Stored data entries:

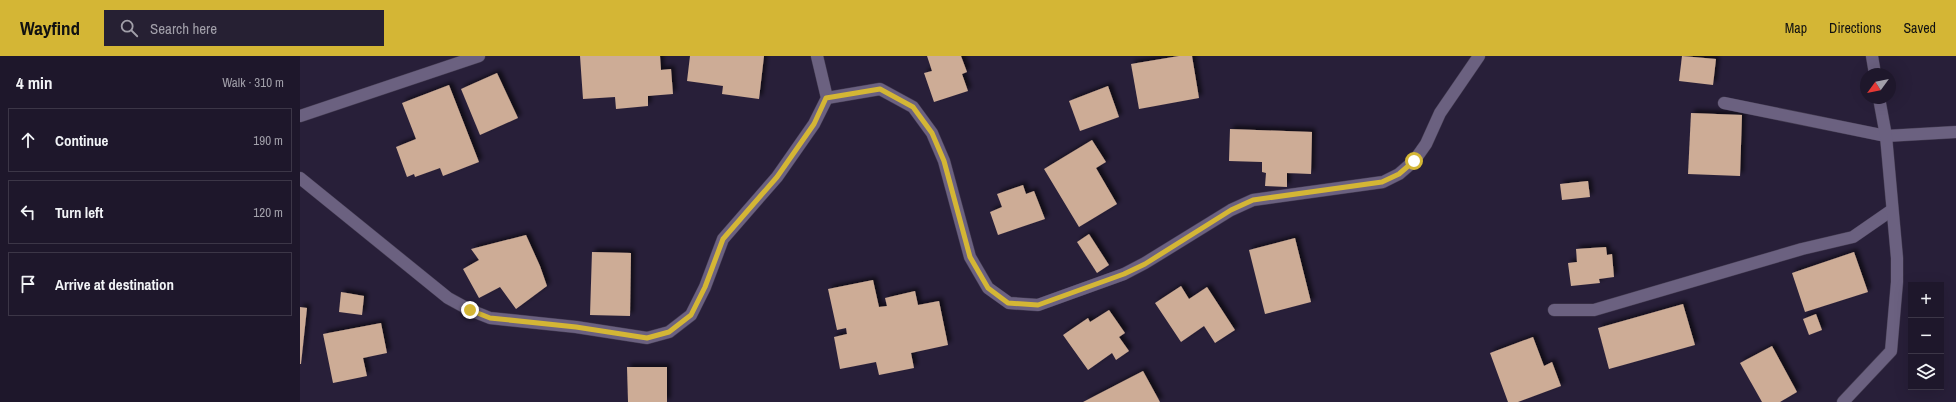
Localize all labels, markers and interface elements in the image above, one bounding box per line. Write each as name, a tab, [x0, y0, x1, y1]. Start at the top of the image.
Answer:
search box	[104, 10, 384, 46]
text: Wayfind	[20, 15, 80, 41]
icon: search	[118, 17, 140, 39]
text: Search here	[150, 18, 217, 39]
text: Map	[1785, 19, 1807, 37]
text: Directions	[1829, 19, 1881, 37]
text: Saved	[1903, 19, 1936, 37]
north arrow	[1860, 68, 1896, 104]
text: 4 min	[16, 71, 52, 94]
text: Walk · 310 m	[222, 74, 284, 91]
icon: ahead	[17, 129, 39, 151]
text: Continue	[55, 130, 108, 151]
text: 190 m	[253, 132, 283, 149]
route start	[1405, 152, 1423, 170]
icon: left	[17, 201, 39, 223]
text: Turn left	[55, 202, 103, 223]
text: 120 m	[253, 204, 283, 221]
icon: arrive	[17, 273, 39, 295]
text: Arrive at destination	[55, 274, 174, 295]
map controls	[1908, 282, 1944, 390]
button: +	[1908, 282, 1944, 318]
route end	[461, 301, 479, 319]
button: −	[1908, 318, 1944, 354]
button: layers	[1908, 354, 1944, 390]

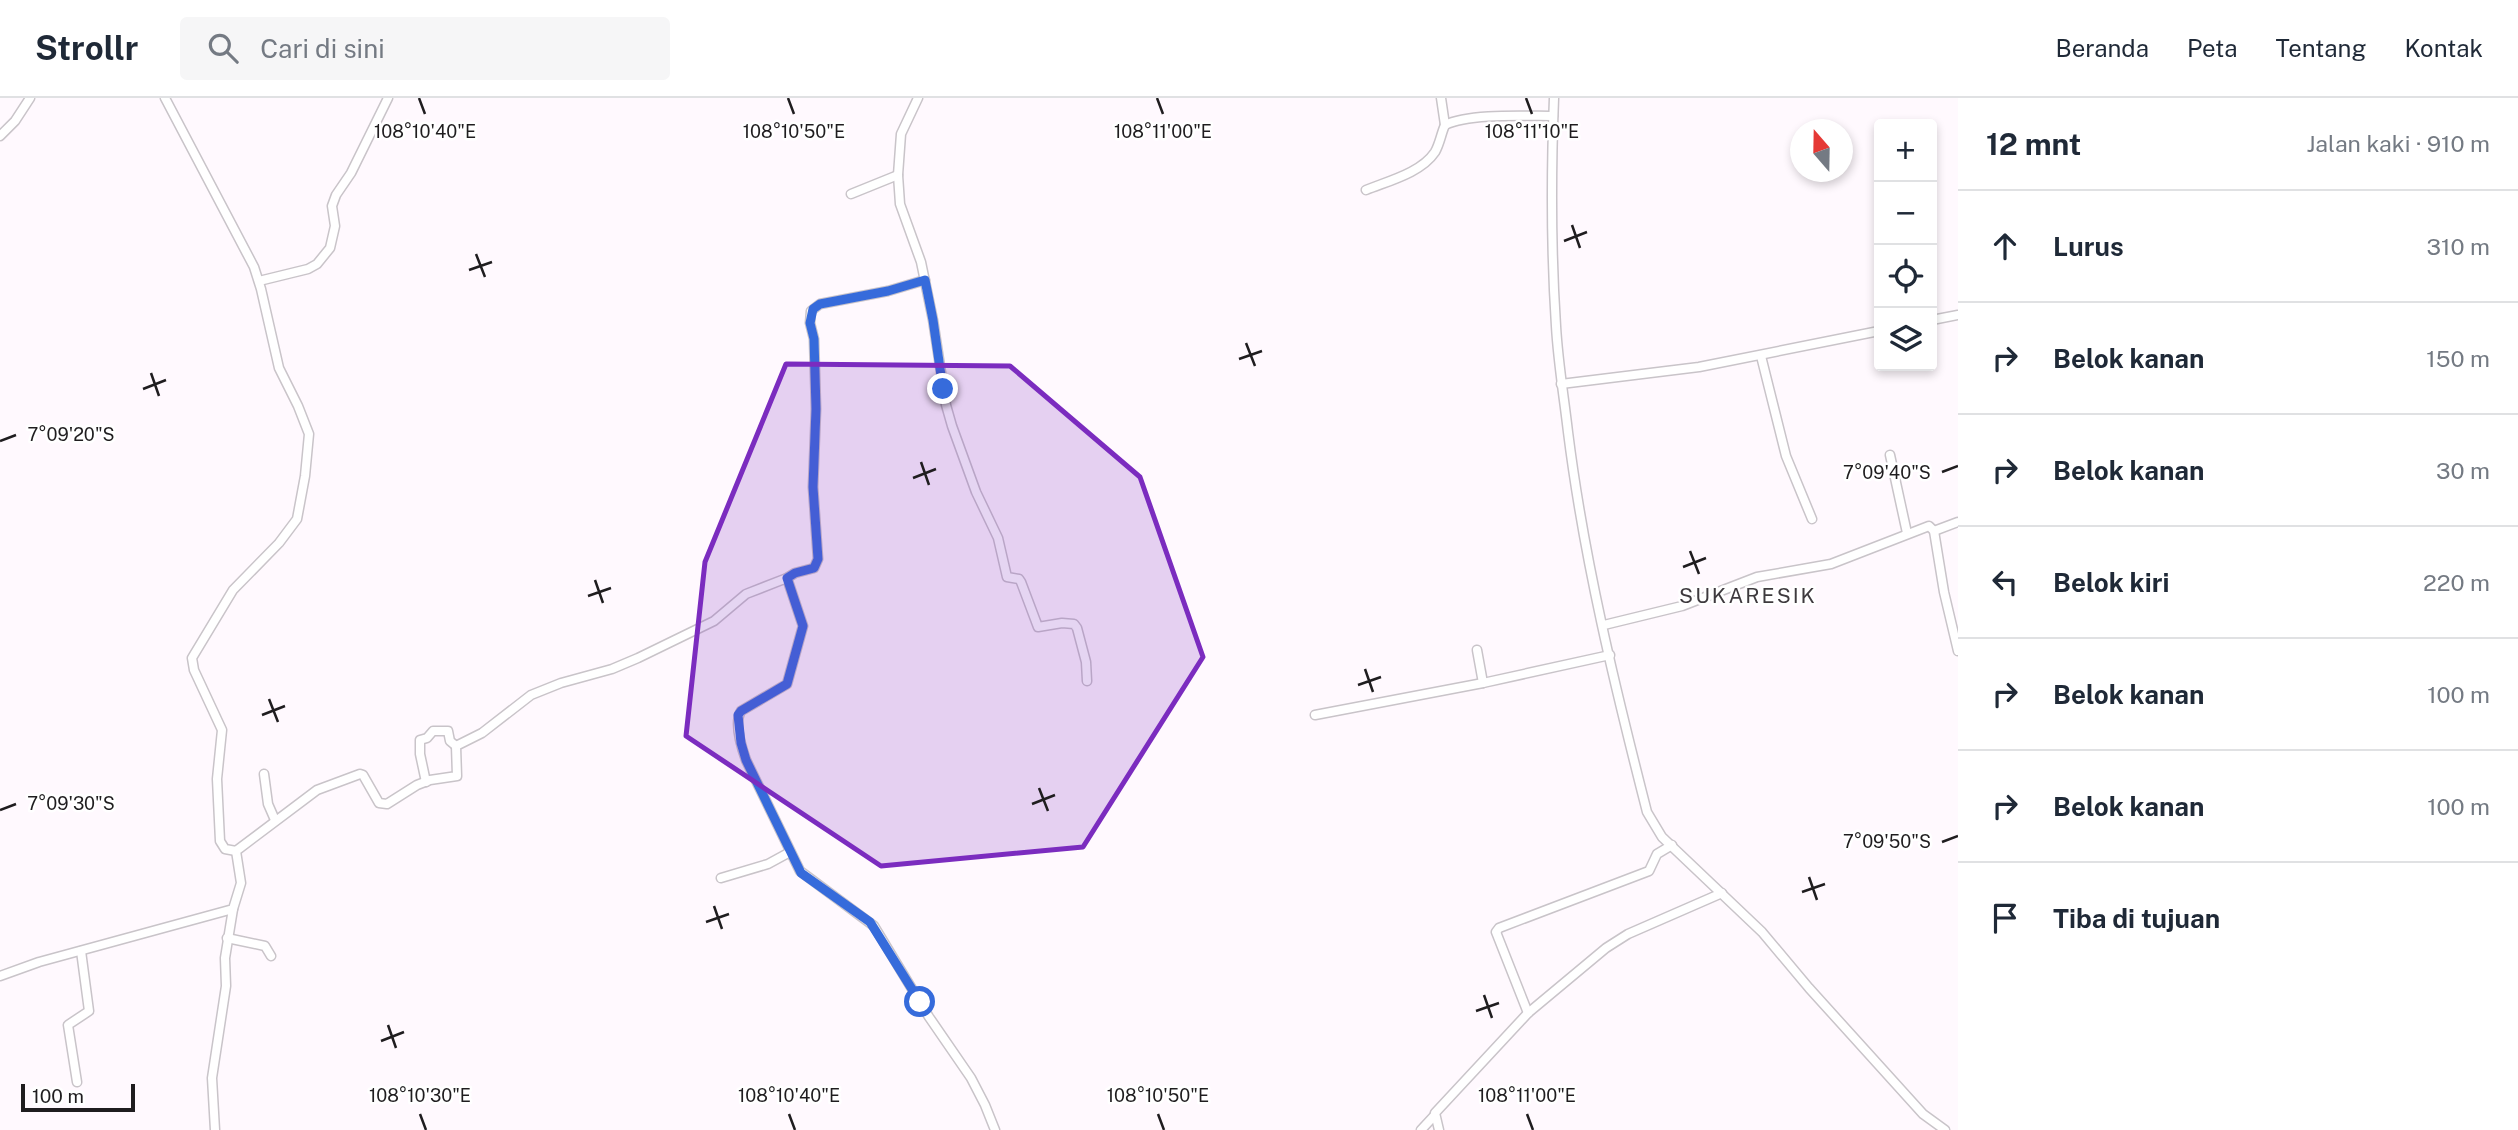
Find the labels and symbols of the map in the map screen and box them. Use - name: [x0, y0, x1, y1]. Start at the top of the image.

▶ YOUR GOAL: The entries are to be written out in full and exactly, apart from the pictures.

▶ ANSWER FOR THE TASK:
Localize all labels, markers and interface elements in the image above, one bounding box per line. Write each as name, a tab, [x0, y0, x1, y1]. Start at the top of the image.
Answer:
search box	[104, 10, 384, 46]
text: Wayfind	[20, 15, 80, 41]
icon: search	[118, 17, 140, 39]
text: Search here	[150, 18, 217, 39]
text: Map	[1785, 19, 1807, 37]
text: Directions	[1829, 19, 1881, 37]
text: Saved	[1903, 19, 1936, 37]
north arrow	[1860, 68, 1896, 104]
text: 4 min	[16, 71, 52, 94]
text: Walk · 310 m	[222, 74, 284, 91]
icon: ahead	[17, 129, 39, 151]
text: Continue	[55, 130, 108, 151]
text: 190 m	[253, 132, 283, 149]
route start	[1405, 152, 1423, 170]
icon: left	[17, 201, 39, 223]
text: Turn left	[55, 202, 103, 223]
text: 120 m	[253, 204, 283, 221]
icon: arrive	[17, 273, 39, 295]
text: Arrive at destination	[55, 274, 174, 295]
map controls	[1908, 282, 1944, 390]
button: +	[1908, 282, 1944, 318]
route end	[461, 301, 479, 319]
button: −	[1908, 318, 1944, 354]
button: layers	[1908, 354, 1944, 390]

Find the labels and symbols of the map in the map screen and box them. Use - name: [x0, y0, x1, y1]. Start at the top of the image.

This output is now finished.